About 5 months ago, I was given the opportunity to come to Haiti for the first time. Assuming what most Americans assume when they come, I thought I would be helping and blessing people, working in the name of Jesus, etc. And yes I was doing all those things, but not in the way I imagined. But the paradox occurred when these things (blessings) I was “doing” for others was reciprocated to me 10 fold. Our second day we drove 3 hours up into the mountains to a village called Hinche. This village is not visited as often as the other Global Orphan villages due to its location. When our group pulled in the children surrounded our bus, shouting and jumping with excitement that we had come to play with them and love them. Still unsure of my role, but excited to be there, I stepped off the bus and began to wander around the chaotic jubilation. I stopped when I saw a small girl, braids covering her head, looking up at me timidly. I could see she was slightly overwhelmed by the large group we had brought. I bent down to her level and smiled at her. She returned that with an even bigger smile and a laugh, and then reached up for me to hold her. We were bound together for the rest of the day, playing, laughing, and eventually, her falling asleep in my arms.

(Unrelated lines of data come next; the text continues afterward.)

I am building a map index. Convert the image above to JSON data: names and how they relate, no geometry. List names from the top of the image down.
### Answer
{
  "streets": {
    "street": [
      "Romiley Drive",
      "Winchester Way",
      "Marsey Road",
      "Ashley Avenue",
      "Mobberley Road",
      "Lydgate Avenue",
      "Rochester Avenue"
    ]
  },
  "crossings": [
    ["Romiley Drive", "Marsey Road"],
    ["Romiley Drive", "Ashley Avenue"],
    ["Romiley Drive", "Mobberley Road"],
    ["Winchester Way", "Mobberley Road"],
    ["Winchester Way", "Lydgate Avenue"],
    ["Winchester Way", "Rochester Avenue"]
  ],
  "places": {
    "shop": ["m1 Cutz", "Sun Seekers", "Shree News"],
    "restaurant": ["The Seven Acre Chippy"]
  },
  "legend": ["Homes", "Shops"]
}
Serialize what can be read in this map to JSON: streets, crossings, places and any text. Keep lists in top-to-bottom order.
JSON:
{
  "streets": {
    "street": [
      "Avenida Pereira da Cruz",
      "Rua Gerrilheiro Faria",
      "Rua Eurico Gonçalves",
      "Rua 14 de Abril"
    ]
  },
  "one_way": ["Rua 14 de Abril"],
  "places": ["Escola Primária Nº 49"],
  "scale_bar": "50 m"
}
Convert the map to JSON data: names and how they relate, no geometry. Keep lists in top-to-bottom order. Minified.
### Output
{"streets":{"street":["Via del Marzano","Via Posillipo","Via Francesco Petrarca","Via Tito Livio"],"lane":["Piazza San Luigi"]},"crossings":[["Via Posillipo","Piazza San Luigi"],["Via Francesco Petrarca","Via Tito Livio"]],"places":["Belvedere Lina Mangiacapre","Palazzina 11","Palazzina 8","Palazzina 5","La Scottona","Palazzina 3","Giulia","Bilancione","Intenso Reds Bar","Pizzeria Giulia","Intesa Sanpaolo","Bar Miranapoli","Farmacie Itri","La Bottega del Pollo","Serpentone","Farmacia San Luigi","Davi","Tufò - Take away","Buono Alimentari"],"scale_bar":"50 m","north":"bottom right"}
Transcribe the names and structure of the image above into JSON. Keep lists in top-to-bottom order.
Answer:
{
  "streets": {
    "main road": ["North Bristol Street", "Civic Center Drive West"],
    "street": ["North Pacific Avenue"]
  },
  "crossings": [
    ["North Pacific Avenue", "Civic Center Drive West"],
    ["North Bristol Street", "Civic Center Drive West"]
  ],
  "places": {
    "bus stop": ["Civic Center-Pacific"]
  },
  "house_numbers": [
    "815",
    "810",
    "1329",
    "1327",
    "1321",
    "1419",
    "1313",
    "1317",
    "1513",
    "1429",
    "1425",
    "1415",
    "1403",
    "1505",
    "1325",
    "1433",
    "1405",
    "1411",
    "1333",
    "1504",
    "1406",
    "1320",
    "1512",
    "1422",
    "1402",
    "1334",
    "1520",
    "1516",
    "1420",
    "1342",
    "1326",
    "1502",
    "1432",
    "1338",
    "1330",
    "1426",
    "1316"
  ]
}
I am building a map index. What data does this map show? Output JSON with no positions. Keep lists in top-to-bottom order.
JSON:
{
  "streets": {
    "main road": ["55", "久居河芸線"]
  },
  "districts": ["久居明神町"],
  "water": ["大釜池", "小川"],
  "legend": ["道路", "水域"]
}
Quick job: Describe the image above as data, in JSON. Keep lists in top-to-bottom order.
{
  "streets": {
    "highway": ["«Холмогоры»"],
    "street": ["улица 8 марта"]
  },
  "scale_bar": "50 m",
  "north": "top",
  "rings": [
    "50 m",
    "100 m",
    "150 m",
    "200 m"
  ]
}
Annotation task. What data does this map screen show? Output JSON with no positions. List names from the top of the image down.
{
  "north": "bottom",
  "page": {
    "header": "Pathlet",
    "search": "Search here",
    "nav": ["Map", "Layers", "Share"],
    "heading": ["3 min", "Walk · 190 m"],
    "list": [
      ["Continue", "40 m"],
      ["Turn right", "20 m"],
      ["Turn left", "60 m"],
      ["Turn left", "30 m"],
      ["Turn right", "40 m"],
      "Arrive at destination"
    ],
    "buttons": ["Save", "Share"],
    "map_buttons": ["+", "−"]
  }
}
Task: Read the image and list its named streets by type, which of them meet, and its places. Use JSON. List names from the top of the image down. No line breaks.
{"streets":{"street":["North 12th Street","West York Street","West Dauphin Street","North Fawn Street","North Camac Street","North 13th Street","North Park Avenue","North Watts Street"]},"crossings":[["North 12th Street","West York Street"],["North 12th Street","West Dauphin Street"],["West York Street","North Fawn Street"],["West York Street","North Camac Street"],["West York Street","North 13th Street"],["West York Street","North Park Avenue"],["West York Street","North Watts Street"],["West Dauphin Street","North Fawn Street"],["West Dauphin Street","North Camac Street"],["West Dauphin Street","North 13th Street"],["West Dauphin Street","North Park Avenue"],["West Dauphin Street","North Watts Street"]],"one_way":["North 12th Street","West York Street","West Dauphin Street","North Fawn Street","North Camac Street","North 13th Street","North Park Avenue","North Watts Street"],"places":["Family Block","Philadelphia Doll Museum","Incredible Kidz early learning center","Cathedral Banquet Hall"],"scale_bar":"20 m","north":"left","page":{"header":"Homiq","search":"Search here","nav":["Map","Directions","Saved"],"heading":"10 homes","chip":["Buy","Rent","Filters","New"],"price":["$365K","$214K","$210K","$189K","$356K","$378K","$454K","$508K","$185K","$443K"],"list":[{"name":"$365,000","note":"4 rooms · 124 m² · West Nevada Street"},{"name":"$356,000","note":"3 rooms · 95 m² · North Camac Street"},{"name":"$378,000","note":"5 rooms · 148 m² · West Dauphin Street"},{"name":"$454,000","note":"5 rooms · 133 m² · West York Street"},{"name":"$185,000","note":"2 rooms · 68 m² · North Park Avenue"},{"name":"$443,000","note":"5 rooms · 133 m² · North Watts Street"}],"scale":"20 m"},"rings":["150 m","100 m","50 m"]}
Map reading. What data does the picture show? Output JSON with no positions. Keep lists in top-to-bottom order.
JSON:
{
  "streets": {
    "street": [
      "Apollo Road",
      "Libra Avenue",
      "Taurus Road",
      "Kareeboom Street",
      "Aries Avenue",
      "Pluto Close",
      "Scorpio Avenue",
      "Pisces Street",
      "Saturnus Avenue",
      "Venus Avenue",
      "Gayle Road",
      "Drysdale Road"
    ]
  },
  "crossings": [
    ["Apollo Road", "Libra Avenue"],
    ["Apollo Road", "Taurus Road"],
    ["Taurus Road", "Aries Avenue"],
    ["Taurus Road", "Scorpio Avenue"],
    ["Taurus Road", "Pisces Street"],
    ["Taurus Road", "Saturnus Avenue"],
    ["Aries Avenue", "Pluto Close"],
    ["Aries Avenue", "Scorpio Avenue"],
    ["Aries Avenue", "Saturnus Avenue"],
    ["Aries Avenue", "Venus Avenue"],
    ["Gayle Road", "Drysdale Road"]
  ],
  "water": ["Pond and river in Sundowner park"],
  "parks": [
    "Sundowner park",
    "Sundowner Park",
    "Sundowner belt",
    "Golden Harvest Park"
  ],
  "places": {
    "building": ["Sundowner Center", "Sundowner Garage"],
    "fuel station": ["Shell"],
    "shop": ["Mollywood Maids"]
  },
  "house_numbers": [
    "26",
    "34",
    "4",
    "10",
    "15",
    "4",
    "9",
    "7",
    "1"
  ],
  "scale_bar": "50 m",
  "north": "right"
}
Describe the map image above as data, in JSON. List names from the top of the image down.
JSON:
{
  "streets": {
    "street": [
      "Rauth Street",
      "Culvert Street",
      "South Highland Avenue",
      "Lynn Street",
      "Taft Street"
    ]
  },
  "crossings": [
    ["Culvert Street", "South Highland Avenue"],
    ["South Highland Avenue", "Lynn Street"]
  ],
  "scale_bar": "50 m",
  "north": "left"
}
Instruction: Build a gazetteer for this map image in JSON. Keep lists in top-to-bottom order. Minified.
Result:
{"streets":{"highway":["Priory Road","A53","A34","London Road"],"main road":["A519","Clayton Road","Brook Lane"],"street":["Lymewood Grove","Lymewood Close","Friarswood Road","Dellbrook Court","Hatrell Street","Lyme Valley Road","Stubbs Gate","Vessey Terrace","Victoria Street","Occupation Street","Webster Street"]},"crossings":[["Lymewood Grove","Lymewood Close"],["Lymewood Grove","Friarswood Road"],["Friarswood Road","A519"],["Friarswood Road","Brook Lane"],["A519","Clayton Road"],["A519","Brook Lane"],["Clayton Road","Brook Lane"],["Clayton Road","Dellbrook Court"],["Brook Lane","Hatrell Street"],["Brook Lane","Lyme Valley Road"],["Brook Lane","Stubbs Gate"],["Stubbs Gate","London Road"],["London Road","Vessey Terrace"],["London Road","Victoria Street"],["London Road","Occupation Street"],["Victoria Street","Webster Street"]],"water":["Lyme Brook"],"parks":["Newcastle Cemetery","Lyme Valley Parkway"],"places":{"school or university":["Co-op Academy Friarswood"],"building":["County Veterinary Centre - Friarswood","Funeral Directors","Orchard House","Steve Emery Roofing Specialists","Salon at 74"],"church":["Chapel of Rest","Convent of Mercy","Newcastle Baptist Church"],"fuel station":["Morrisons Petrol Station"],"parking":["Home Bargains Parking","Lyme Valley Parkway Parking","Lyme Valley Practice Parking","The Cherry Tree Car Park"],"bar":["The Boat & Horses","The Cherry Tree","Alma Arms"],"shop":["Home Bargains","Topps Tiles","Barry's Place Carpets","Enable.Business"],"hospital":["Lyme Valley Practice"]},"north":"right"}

In the 20 seconds it took for that first interaction to take place, this little girl showed me what my posture toward Christ should look like. With arms reaching high, hands fully open, awaiting my bigger arms to wrap around her, God used this little messenger to tell me, “this is what I want from you, child”. That’s it. God wants me. God wants you. God desires you. And God desires that you would long for Him in the same way that little girl yearned for my love and affection. On the other side of that, God also revealed that He delights in Me, in my time, in my affection, in my adoration, in my attention, in the same way that little girl does. Our heavenly Father JOYS in us when we JOY in Him. The Creator of All doesn’t need us for Him to be glorified, but He DELIGHTS to have us delight in Him and He DESIRES His children to desire Him.

Having the love of Christ taught to you in 20 seconds by a tiny Haitian orphan who can’t speak English – that, my friends, is a cataclysmic collision.

We need a collision. We need to collide with the unfathomable Creator, Father, and Savior, and walk away radically altered, shouting “Merci Seignuer! Thank you Savior!” My prayer for you as you are reading this is that you would experience collision. I pray God provides that opportunity for you; whether that occurs in Haiti, in another country, in your church or your community group, at your kitchen table, over your cup of coffee, standing in the grocery line, in a conversation with a friend, watching your child play and need you, or however He chooses to do it. May God collide so fiercely with you that you can’t stand anymore the idea of being average, of being complacent, of claiming Christianity for the sake of wearing the badge. I pray you meet God and that His reality explodes to life for you, that you fall in love with Him and fall in love with pursuing Him, as He will pursue you. Friend, and fellow Child of God, I implore you to stop settling. You are called to a greater life. Everything you’ve longed for cannot satisfy your thirst, but Christ can. And all you have to do to start shedding the lies of the Enemy you’ve believed for so long is this…cry out to Jesus and say “Thank you Savior”. Amen.


Brians blog


The other week we had a church from Wichita, Kansas, come stay at Jumecourt as a reservation (when they use Jumecourt just as a hotel, they pay per night/meal). This group was in Haiti to work with a village they sponsor called Balan, it is just 30-40 minutes down the road from us close to the Dominican border. On one of our days off this group invited us to join them.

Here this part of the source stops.